According to an older study on the BRIC and MIST countries, the possibilities for enterprises and investors to gain a foothold with their new products and brands in those markets are nearly unlimited. However, the acronyms are not specifically cut out for the OTC & Pharma industry. Some countries that are very interesting for the healthcare industry are not considered on the BRIC and MIST country list.
So what are the countries with the most promising future healthcare market potential?
A comprehensive new study on the growing OTC & pharmaceutical markets (Emerging Markets) defined the growing ‘TRIUMPH Markets’.
Behind the new TRIUMPH study are the leading Healthcare experts in the Emerging Pharma Markets – the Berlin-based Chameleon Pharma Consulting (CPC).
The experts at CPC determined that a realistic assessment of a potential and quick market entry into the growing OTC & pharmaceutical markets could be met using the following criteria:
- Present and future growth potential
- Stage of development of the local healthcare system
- Complication of market access
- Legal issues, such as patent and intellectual property protection
- Regulatory aspects
The TRIUMPH abbreviation stands for Turkey, Russia, Indonesia, Ukraine, Mexico and the Philippines. Over the last few years, these countries have passed through enormous developments. Higher life expectancy, improving local healthcare systems and therapy possibilities have all fostered consumers’ and patients’ readiness to manage and invest more money in personal healthcare.
What’s more, the markets are not yet overrun, and registering and importing new products requires comparatively little bureaucratic effort. Unlike the countries of Western Europe (i.e., Germany, France, Spain, the UK), which are characterised by minimal or even negative development, the TRIUMPH markets show an average growth of 12–18%. Self-medication products in these countries are of great importance, especially as the share of OTC products makes up to 50% of the total market in countries like Russia and Ukraine.
With a total population of 717 million people and a total health market value of about US $57.4 billion, the TRIUMPH countries offer optimal conditions for new brands and Pharma products to generate additional turnover and market shares.

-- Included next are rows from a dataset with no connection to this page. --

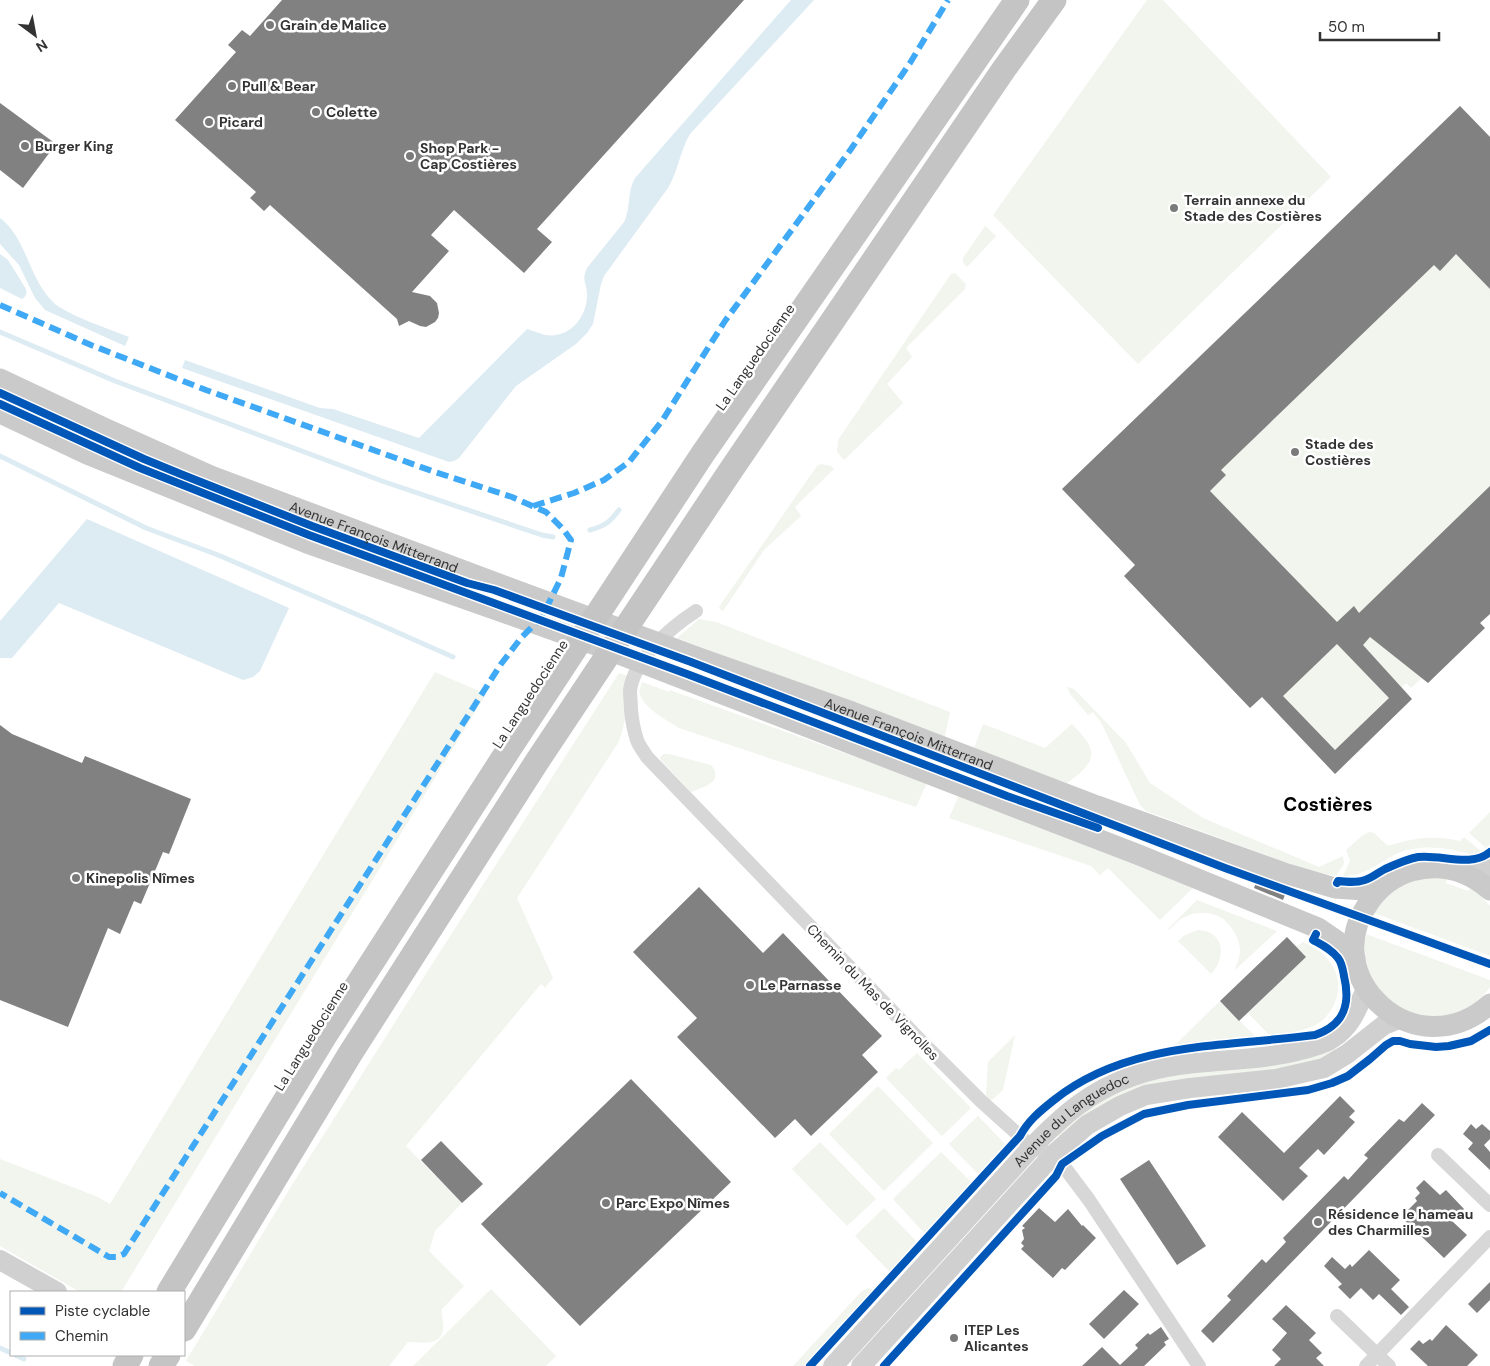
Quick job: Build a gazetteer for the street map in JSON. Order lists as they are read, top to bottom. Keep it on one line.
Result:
{"streets":{"highway":["La Languedocienne"],"main road":["Avenue François Mitterrand"],"street":["Chemin du Mas de Vignolles","Avenue du Languedoc"]},"crossings":[["Chemin du Mas de Vignolles","Avenue du Languedoc"]],"districts":["Costières"],"places":["Grain de Malice","Pull & Bear","Colette","Picard","Burger King","Shop Park - Cap Costières","Terrain annexe du Stade des Costières","Stade des Costières","Kinepolis Nîmes","Le Parnasse","Parc Expo Nîmes","Résidence le hameau des Charmilles","ITEP Les Alicantes"],"legend":["Piste cyclable","Chemin"],"scale_bar":"50 m","north":"bottom right"}
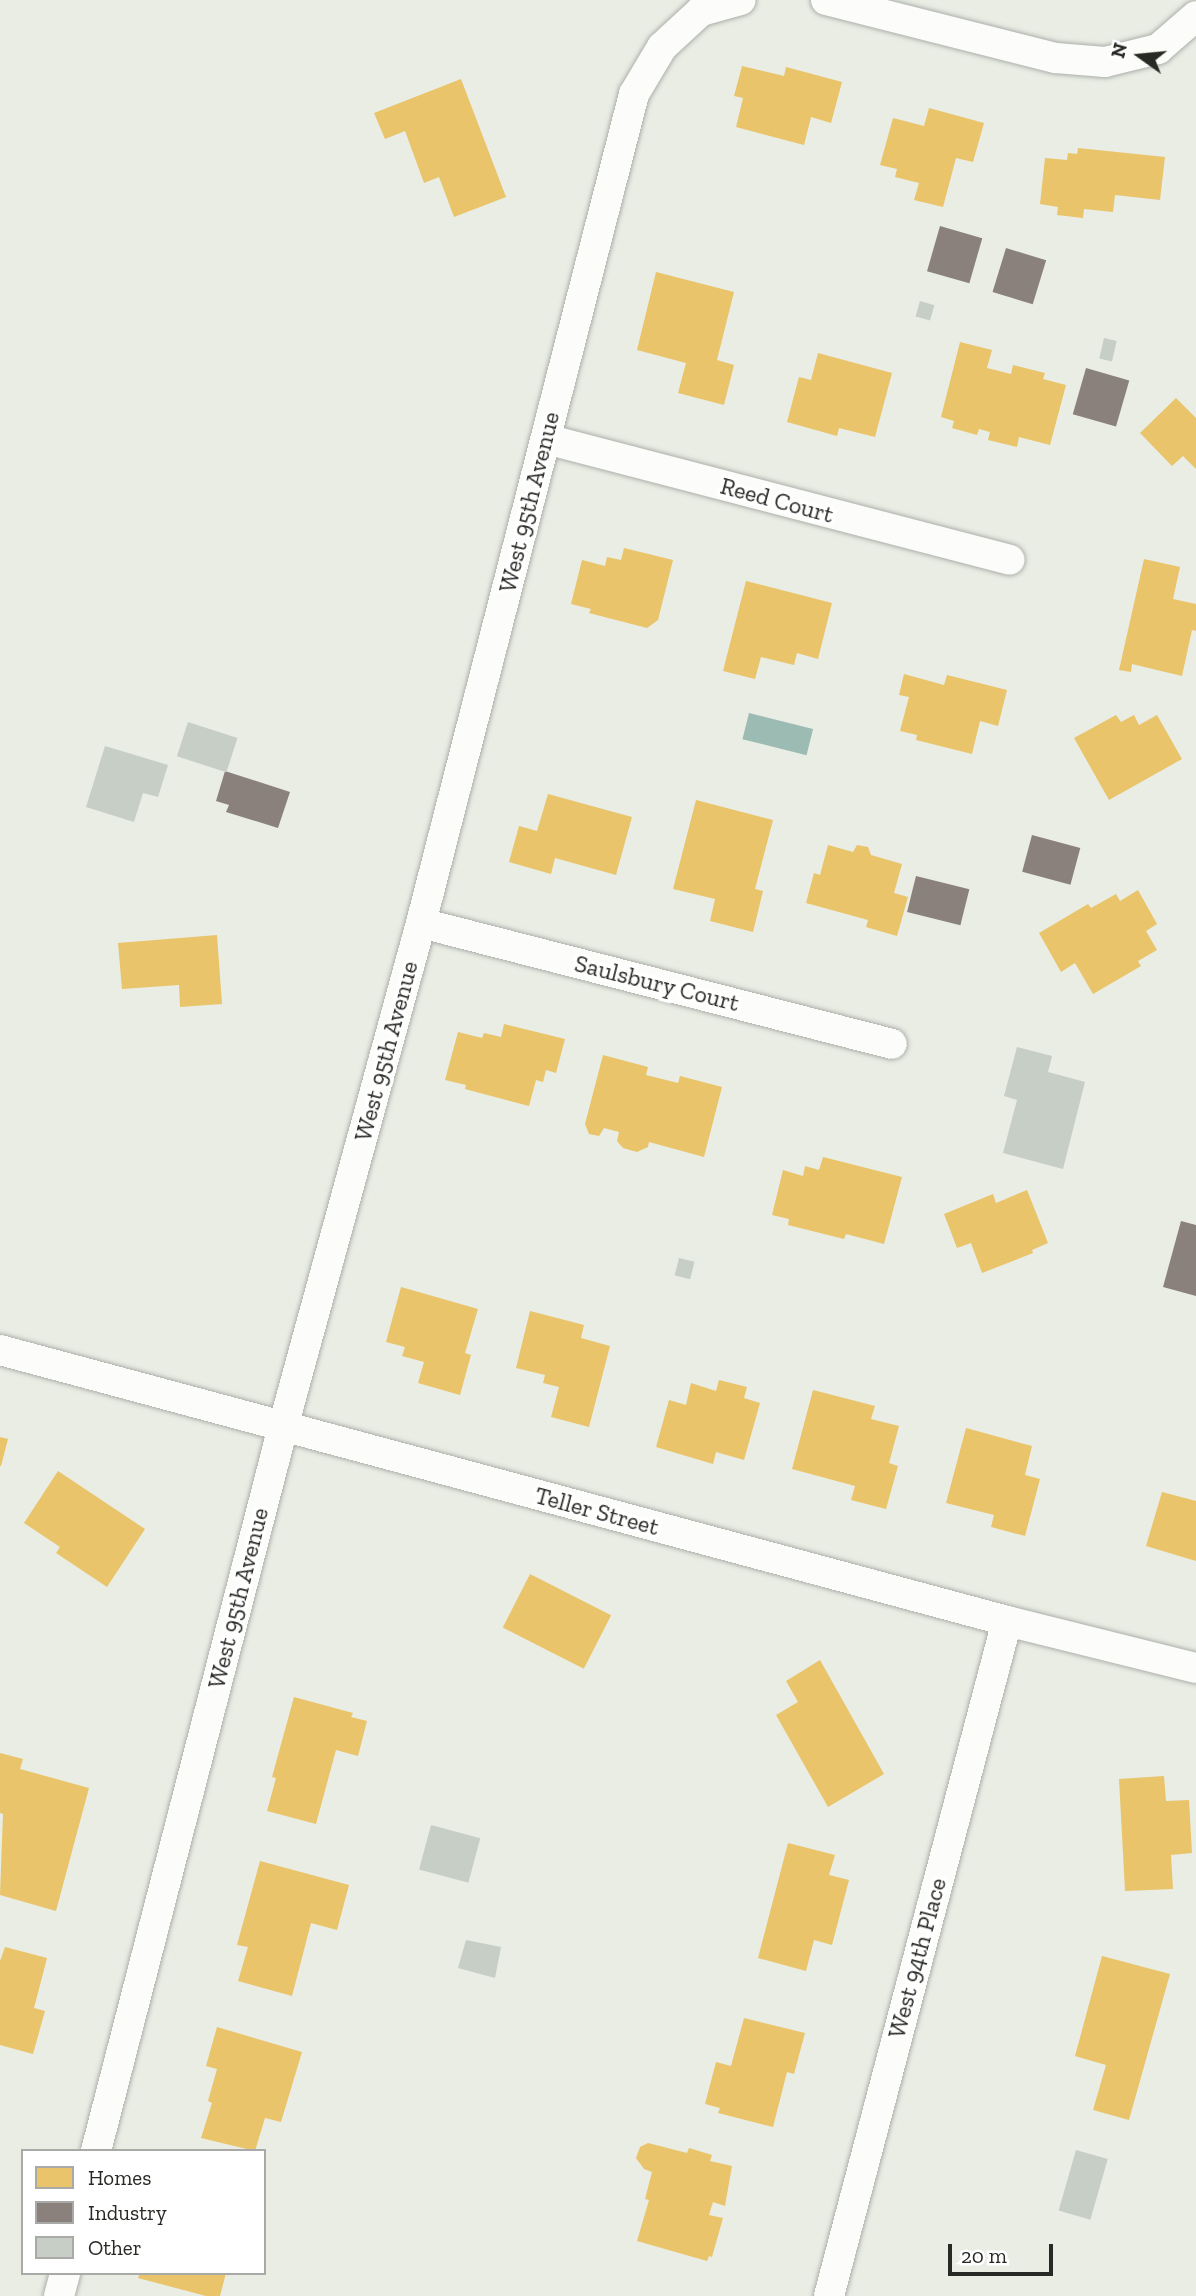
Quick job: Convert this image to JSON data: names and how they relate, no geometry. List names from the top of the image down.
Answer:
{
  "streets": {
    "street": [
      "Reed Court",
      "West 95th Avenue",
      "Saulsbury Court",
      "Teller Street",
      "West 94th Place"
    ]
  },
  "crossings": [
    ["Reed Court", "West 95th Avenue"],
    ["West 95th Avenue", "Saulsbury Court"],
    ["West 95th Avenue", "Teller Street"],
    ["Teller Street", "West 94th Place"]
  ],
  "legend": ["Homes", "Industry", "Other"],
  "scale_bar": "20 m",
  "north": "left"
}
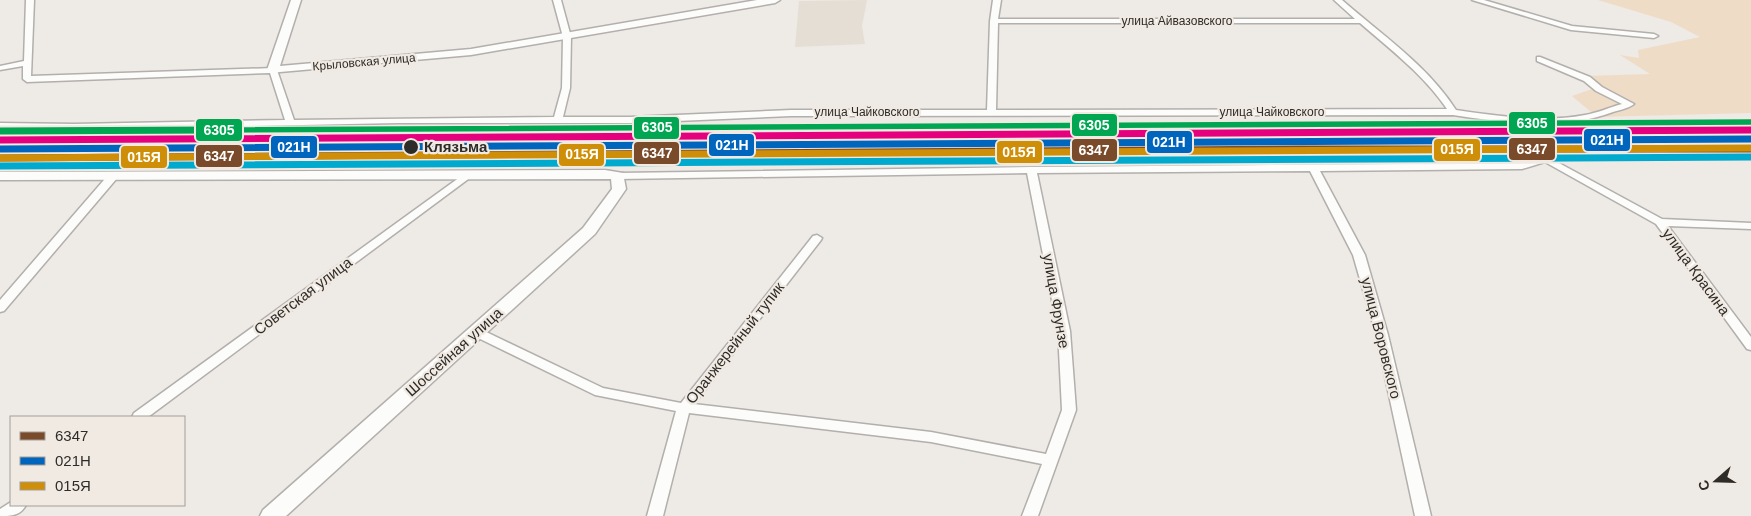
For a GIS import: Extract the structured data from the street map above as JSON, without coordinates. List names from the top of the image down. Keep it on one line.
{"streets":{"main road":["Крыловская улица","Шоссейная улица"],"street":["улица Айвазовского","улица Чайковского","улица Красина","Советская улица","улица Фрунзе","улица Воровского","Оранжерейный тупик"]},"places":["Клязьма"],"lines":["transit line 6305","transit line 021Н","transit line 015Я","transit line 6347"],"legend":["6347","021Н","015Я"],"north":"left"}
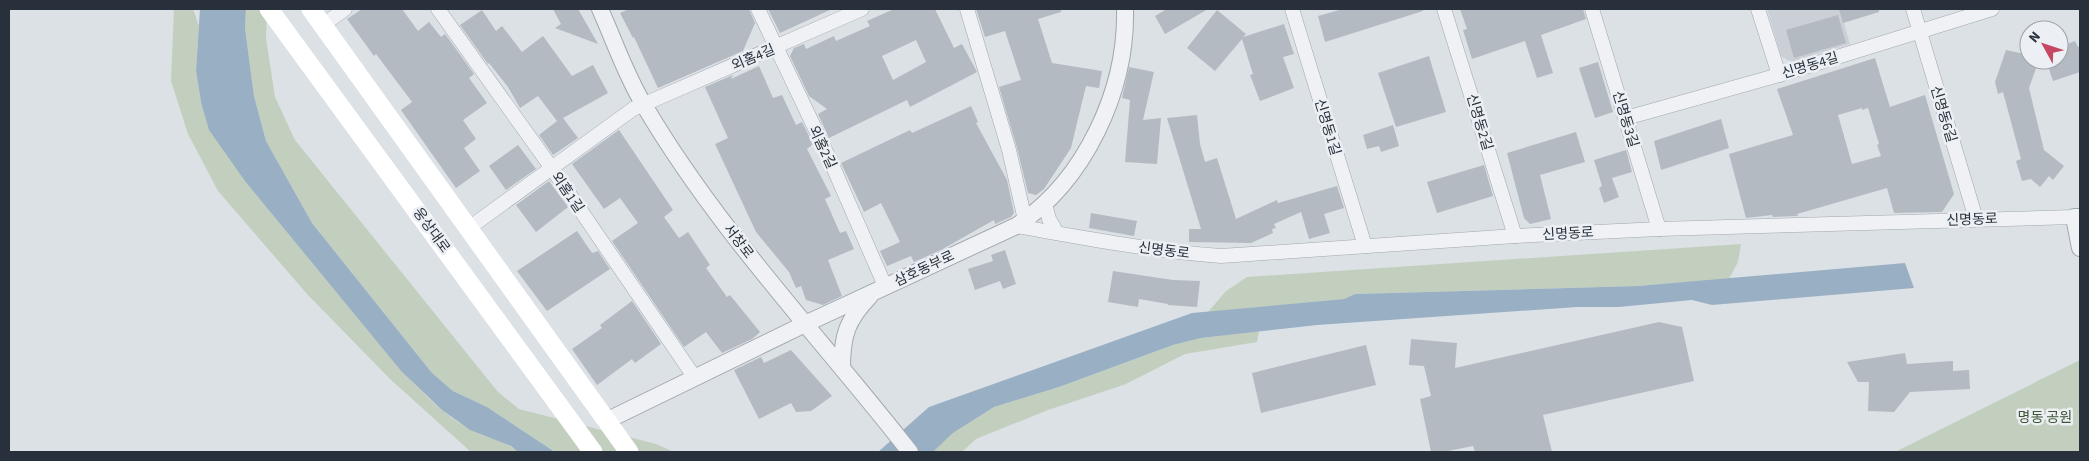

However, developing successful exports is not as simple as choosing a country with big potential. There are many hurdles to jump, and they have to be cleared the first time—after an initial unsuccessful product launch, it is not that easy to implement a successful re-launch or find another partner.
Companies are strapped for time; international or Export departments are often too busy with day-to-day business to systematically analyse target markets. The most successful Pharma companies are those that first compare the best 10–12 local best-fitting partners, meet 5–6 for a second round and finally choose from an interview with 1–2. This is the only way to know whether a mutually beneficial partnership can be established; often those partnerships hold for many decades.
This successful process – the ‘systematic local partner selection process’ – is difficult to implement alongside daily export activities. But new research shows that the top export companies analyse possible local partners and the market environment in detail before making a decision. Hiring experts to conduct the systematic partner search process saves time and money by allowing companies to avoid having several ‘getting-to-know-you’ meetings that usually lead to nothing. Independent Healthcare experts can help to systematically analyse initial parameters, offer transparency into local market conditions and help identify the partner best suited to your products in the desired TRIUMPH markets – often in only 10–12 weeks.
China and India are also markets that are undoubtedly growing. However, due to the lack of transparency in dealing with patents, IP rights and registration documents, these markets are also a challenge for even very experienced General Managers. Even multi-national Pharma Groups can be taken by surprise in China and India – take, for example, the Swiss pharmaceutical giant Novartis, which was involved in a scandal over patent laws related to the cancer medicine Glivec.
Therefore, for a foreign OTC, cosmetic or Pharma company, it is critical to choose both the Emerging country and the local agents you’ll partner with there in a systematic way. This ensures more safety and protects against surprises with product registrations and patents, among other things.
The growing TRIUMPH markets are an OTC & Pharma variant of the growing Emerging Markets; there’s a good possibility to enter with success. Especially for medium-sized Healthcare enterprises, it is important to think globally and always look for opportunities for international market expansion. With a systematic selection process for fitting dynamic local partners in a new TRIUMPH country, success will be a given, and risk minimised.
The International & Export business is usually much more profitable than the home market. Any euro invested in the TRIUMPH markets is a good investment compared to money put in mature Western European markets.
However one has to check the above mentioned 5 business criteria. Furthermore the success or failure will depend on the detailed analysis of the specific product indication including commercial parameters on consumers, competition and trends, which will not be visible from just buying market data.